At times, Tesla may have made electric vehicle (EV) production look easy, but other companies have learned it can be much more difficult than it looks, The Wall Street Journal reports.
Lucid Group, Fisker and Rivian Automotive are just a few of the companies that spend considerable amounts of cash to expand their factory production and sales — only to wind up losing money each vehicle they sell.
So what’s the problem? First, the more EV manufacturers there are, the more choices customers have. More choices mean more competition among auto makers, who find themselves offering steep discounts to help move their product. Unfortunately for EV automakers, once product demand slows, they are left scrambling trying to think of ways to stay in business.
When Tesla found initial success in the EV market, companies tried to follow its lead and deploy its own lineup of EVs in 2018 and 2019 with expectations of unseating established automakers and become industry household names. After all, Tesla’s Model 3 sedan was a hit, any EV that followed should have similar success.
The blueprint appeared to work — at first. These new companies enjoyed high valuations, despite their lack of revenue and car building experience. Analysts, investors and the general shopping public believed other EV manufacturers could match Tesla’s success as a traditional car market disruptor. Rivian’s market value even surpassed Ford and General Matters for a short time, The Wall Street Journal reports.
That was then. Today, these same EV companies are doing all they can to keep their lights on. Battery-powered vehicle sales haven’t reached their expected heights in the U.S., and even bigger names like Ford and Tesla have had to reduce prices to boost demand again. Even with those price cuts, customers have been slow to switch to EVs. The combination of cost, lack of a robust EV charging infrastructure and concerns about long-term reliability have kept many drivers sticking to their gas-powered cars and trucks.
Meanwhile, many EV startups are losing money and have opted to cut down their spending and postpone investments in an effort to hold on to whatever cash they have left, according to The Wall Street Journal. Lordstown Motors, an electric pickup truck manufacturer, and electric van company Arrival have filed for bankruptcy. Others may be still standing but aren’t selling many EVs.
Many of these EV manufacturers rose into prominence when optimism around battery-powered cars was high. Time will tell which ones will be able to withstand these rockier roads and which will have no choice but to call it quits.
The Wall Street Journal broke down several EV startups’ current standing in the industry. While Rivian is losing money each quarter, executives said they expect losses to decline this year. The company still has its sights set on becoming of the world’s biggest auto maker and unveiled a new $45,000 that’s expected to go on sale in 2026.
Lucid meanwhile has a factory in Saudi Arabia and is producing EVs as part of its deal to sell at least 50,000 to the country’s government, The Wall Street Journal reports. The company also plans to begin producing its Gravity SUV this year and extend its EV offerings in 2026, when it will unveil a new, less expensive midsize vehicle.
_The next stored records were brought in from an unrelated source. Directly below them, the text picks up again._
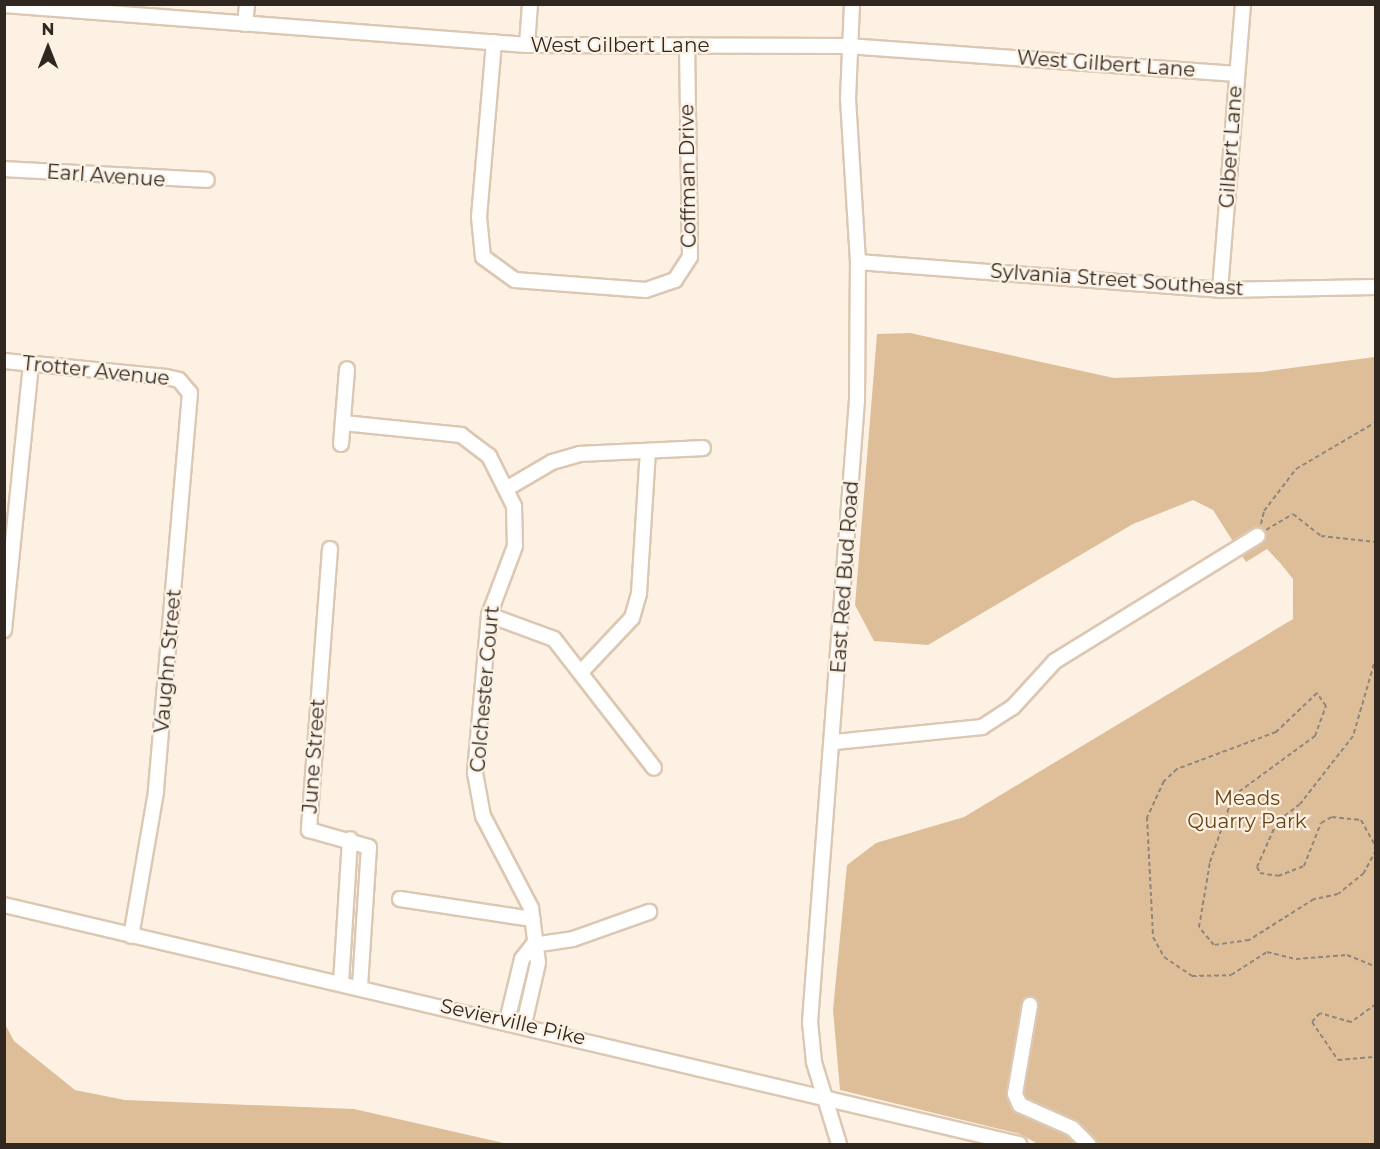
<!DOCTYPE html>
<style>
body{margin:0}
#map{position:relative;width:1380px;height:1149px;overflow:hidden;background:#fdf1e4;font-family:Montserrat,sans-serif}
div>[style]{position:absolute}
[style*='--x']{left:calc(var(--x)*1px);top:calc(var(--y)*1px);width:calc(var(--w)*1px);rotate:calc(var(--a)*1deg)}
.green>*{inset:0;background:#debe99}
.path>*{height:2px;margin-top:-1px;transform-origin:0;background:repeating-linear-gradient(90deg,#8f867b 0 4.5px,transparent 0 7.5px)}
.roads{filter:drop-shadow(2px 0 #dcc8b2) drop-shadow(-2px 0 #dcc8b2) drop-shadow(0 2px #dcc8b2) drop-shadow(0 -2px #dcc8b2)}
.minor>*{height:14px;margin:-7px;padding:0 7px;transform-origin:7px;border-radius:7px;background:#fff}
span{translate:-50% -50%;white-space:nowrap;text-align:center;line-height:1.15;-webkit-text-stroke:4.5px #fdf1e4;paint-order:stroke}
.street-label{font-size:20px;color:#302820}
.park-label{font-size:20px;color:#684516}
.frame{position:absolute;inset:0;border:6px solid #302820;pointer-events:none}
.north{position:absolute;left:18px;top:18px;width:60px;height:60px;-webkit-text-stroke:4px #fdf1e4;paint-order:stroke;rotate:0deg;font-size:16px;font-weight:700;line-height:24px;text-align:center;color:#302820}
.north::after{content:'';display:block;margin:auto;width:21px;height:27px;background:#302820;clip-path:polygon(50% 0,100% 100%,50% 72%,0 100%)}
</style>
<div id="map">
<div class="green">
<i style="clip-path:polygon(910px 333px,1114px 378px,1261px 372px,1375px 357px,1375px 1144px,1038px 1144px,1020px 1134px,840px 1090px,833px 1010px,847px 865px,876px 843px,964px 817px,1293px 619px,1293px 579px,1281px 564px,1267px 549px,1246px 562px,1213px 510px,1193px 500px,1133px 524px,928px 645px,874px 641px,855px 605px,877px 334px)"></i>
<i style="clip-path:polygon(5px 1024px,14px 1041px,75px 1090px,125px 1100px,354px 1109px,508px 1144px,5px 1144px)"></i>
</div>
<div class="path">
<i style="--x:1261;--y:524;--w:13;--a:-77"></i>
<i style="--x:1264;--y:511;--w:53;--a:-52.7"></i>
<i style="--x:1296;--y:469;--w:93;--a:-30.4"></i>
<i style="--x:1266;--y:530;--w:31;--a:-31"></i>
<i style="--x:1293;--y:514;--w:36;--a:38"></i>
<i style="--x:1321;--y:536;--w:55;--a:6.2"></i>
<i style="--x:1376;--y:657;--w:82;--a:106.2"></i>
<i style="--x:1353;--y:736;--w:86;--a:127.9"></i>
<i style="--x:1300;--y:804;--w:29;--a:142"></i>
<i style="--x:1277;--y:822;--w:49;--a:114"></i>
<i style="--x:1257;--y:867;--w:7;--a:63"></i>
<i style="--x:1260;--y:873;--w:18;--a:9"></i>
<i style="--x:1278;--y:876;--w:28;--a:-21"></i>
<i style="--x:1304;--y:866;--w:46;--a:-68.4"></i>
<i style="--x:1321;--y:823;--w:13;--a:-29"></i>
<i style="--x:1332;--y:817;--w:29;--a:6"></i>
<i style="--x:1361;--y:820;--w:31;--a:61"></i>
<i style="--x:1376;--y:850;--w:26;--a:118"></i>
<i style="--x:1364;--y:873;--w:33;--a:141"></i>
<i style="--x:1338;--y:894;--w:25;--a:168"></i>
<i style="--x:1314;--y:899;--w:77;--a:147.8"></i>
<i style="--x:1249;--y:940;--w:35;--a:172"></i>
<i style="--x:1214;--y:945;--w:23;--a:-130"></i>
<i style="--x:1199;--y:927;--w:66;--a:-80.4"></i>
<i style="--x:1210;--y:862;--w:70;--a:-70.8"></i>
<i style="--x:1233;--y:796;--w:102;--a:-36.2"></i>
<i style="--x:1315;--y:736;--w:32;--a:-70"></i>
<i style="--x:1326;--y:706;--w:16;--a:-125"></i>
<i style="--x:1317;--y:693;--w:57;--a:136.4"></i>
<i style="--x:1276;--y:732;--w:106;--a:159.5"></i>
<i style="--x:1177;--y:769;--w:18;--a:137"></i>
<i style="--x:1164;--y:781;--w:40;--a:115"></i>
<i style="--x:1147;--y:817;--w:120;--a:87.1"></i>
<i style="--x:1153;--y:937;--w:23;--a:61"></i>
<i style="--x:1164;--y:957;--w:34;--a:34"></i>
<i style="--x:1192;--y:976;--w:39;--a:-1"></i>
<i style="--x:1231;--y:975;--w:43;--a:-32.6"></i>
<i style="--x:1267;--y:952;--w:30;--a:14"></i>
<i style="--x:1296;--y:959;--w:51;--a:-4.5"></i>
<i style="--x:1347;--y:955;--w:31;--a:22"></i>
<i style="--x:1376;--y:1004;--w:31;--a:144"></i>
<i style="--x:1351;--y:1022;--w:32;--a:-164"></i>
<i style="--x:1320;--y:1013;--w:12;--a:132"></i>
<i style="--x:1312;--y:1022;--w:46;--a:55.6"></i>
<i style="--x:1338;--y:1060;--w:38;--a:-5"></i>
</div>
<div class="roads">
<div class="minor">
<i style="--x:4;--y:5;--w:525;--a:4.37"></i>
<i style="--x:527;--y:45;--w:320;--a:0.2"></i>
<i style="--x:847;--y:46;--w:391;--a:4.1"></i>
<i style="--x:245;--y:24;--w:20;--a:-84"></i>
<i style="--x:494;--y:42;--w:176;--a:94.9"></i>
<i style="--x:479;--y:217;--w:40;--a:84.3"></i>
<i style="--x:483;--y:257;--w:39;--a:36"></i>
<i style="--x:515;--y:280;--w:131;--a:4.4"></i>
<i style="--x:646;--y:290;--w:31;--a:-19"></i>
<i style="--x:675;--y:280;--w:27;--a:-57"></i>
<i style="--x:690;--y:257;--w:212;--a:-90.8"></i>
<i style="--x:527;--y:45;--w:41;--a:-85.8"></i>
<i style="--x:4;--y:169;--w:203;--a:3.1"></i>
<i style="--x:858;--y:262;--w:363;--a:4.4"></i>
<i style="--x:1220;--y:290;--w:156;--a:-1.1"></i>
<i style="--x:1220;--y:290;--w:287;--a:-85.4"></i>
<i style="--x:4;--y:361;--w:163;--a:5.6"></i>
<i style="--x:166;--y:377;--w:13;--a:13"></i>
<i style="--x:179;--y:380;--w:17;--a:50"></i>
<i style="--x:190;--y:393;--w:400;--a:94.9"></i>
<i style="--x:156;--y:792;--w:146;--a:99.8"></i>
<i style="--x:343;--y:423;--w:119;--a:5.8"></i>
<i style="--x:461;--y:435;--w:35;--a:37"></i>
<i style="--x:489;--y:456;--w:56;--a:63.4"></i>
<i style="--x:514;--y:506;--w:40;--a:88.6"></i>
<i style="--x:515;--y:546;--w:74;--a:110.6"></i>
<i style="--x:489;--y:615;--w:159;--a:95.1"></i>
<i style="--x:475;--y:773;--w:44;--a:79.5"></i>
<i style="--x:483;--y:816;--w:104;--a:62.4"></i>
<i style="--x:531;--y:908;--w:55;--a:82.7"></i>
<i style="--x:538;--y:963;--w:63;--a:102.9"></i>
<i style="--x:341;--y:444;--w:75;--a:-85.4"></i>
<i style="--x:506;--y:489;--w:53;--a:-30.4"></i>
<i style="--x:552;--y:462;--w:29;--a:-16"></i>
<i style="--x:580;--y:454;--w:123;--a:-2.8"></i>
<i style="--x:330;--y:549;--w:282;--a:94.3"></i>
<i style="--x:309;--y:830;--w:62;--a:15.8"></i>
<i style="--x:369;--y:847;--w:141;--a:93.7"></i>
<i style="--x:489;--y:615;--w:69;--a:20.3"></i>
<i style="--x:554;--y:639;--w:163;--a:52.2"></i>
<i style="--x:4;--y:630;--w:267;--a:-84.2"></i>
<i style="--x:582;--y:671;--w:73;--a:-46.7"></i>
<i style="--x:632;--y:618;--w:26;--a:-74"></i>
<i style="--x:639;--y:593;--w:142;--a:-86.4"></i>
<i style="--x:835;--y:742;--w:148;--a:-5.8"></i>
<i style="--x:982;--y:727;--w:37;--a:-33"></i>
<i style="--x:1013;--y:707;--w:62;--a:-47.6"></i>
<i style="--x:1055;--y:661;--w:238;--a:-31.7"></i>
<i style="--x:400;--y:899;--w:134;--a:8.6"></i>
<i style="--x:4;--y:905;--w:1043;--a:13.25"></i>
<i style="--x:533;--y:945;--w:40;--a:-8.5"></i>
<i style="--x:573;--y:939;--w:81;--a:-19.6"></i>
<i style="--x:341;--y:983;--w:144;--a:-86.4"></i>
<i style="--x:1030;--y:1005;--w:90;--a:99.6"></i>
<i style="--x:1015;--y:1094;--w:12;--a:66"></i>
<i style="--x:1020;--y:1105;--w:57;--a:23.9"></i>
<i style="--x:1072;--y:1128;--w:23;--a:45"></i>
<i style="--x:507;--y:1021;--w:64;--a:-76.4"></i>
<i style="--x:522;--y:959;--w:18;--a:-52"></i>
<i style="--x:839;--y:1144;--w:86;--a:-107"></i>
<i style="--x:814;--y:1062;--w:40;--a:-95.7"></i>
<i style="--x:810;--y:1022;--w:624;--a:-85.68"></i>
<i style="--x:857;--y:400;--w:138;--a:-89.6"></i>
<i style="--x:858;--y:262;--w:163;--a:-93.5"></i>
<i style="--x:848;--y:99;--w:95;--a:-87.6"></i>
</div>
</div>
<div class="street-label">
<span style="left:620px;top:45px">West Gilbert Lane</span>
<span style="left:1106px;top:64px;rotate:4deg">West Gilbert Lane</span>
<span style="left:1231px;top:147px;rotate:-86deg">Gilbert Lane</span>
<span style="left:106px;top:176px;rotate:4deg">Earl Avenue</span>
<span style="left:688px;top:176px;rotate:-91deg">Coffman Drive</span>
<span style="left:1117px;top:280px;rotate:4deg">Sylvania Street Southeast</span>
<span style="left:96px;top:371px;rotate:6deg">Trotter Avenue</span>
<span style="left:845px;top:577px;rotate:-86deg">East Red Bud Road</span>
<span style="left:168px;top:661px;rotate:-85deg">Vaughn Street</span>
<span style="left:485px;top:689px;rotate:-85deg">Colchester Court</span>
<span style="left:314px;top:756px;rotate:-86deg">June Street</span>
<span style="left:513px;top:1022px;rotate:13deg">Sevierville Pike</span>
</div>
<div class="park-label">
<span style="left:1247px;top:810px">Meads<br>Quarry Park</span>
</div>
<div class="frame"></div>
<div class="north">N</div>
</div>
Fisker’s prospects look less promising. In February, the company said it could run out of cash this year. It had approximately 5,000 unsold cars as of mid-March and saw its cash reserves drop to $89 million (it had $991 million in cash reserves during its 2020 initial public offering). Fisker said it’s raising $150 million in new cash from an investor and is in negotiations with another large auto manufacturer for another investment.
At the same time, Fisker hired restructuring advisers to help get ready for a potential bankruptcy filing, according to sources.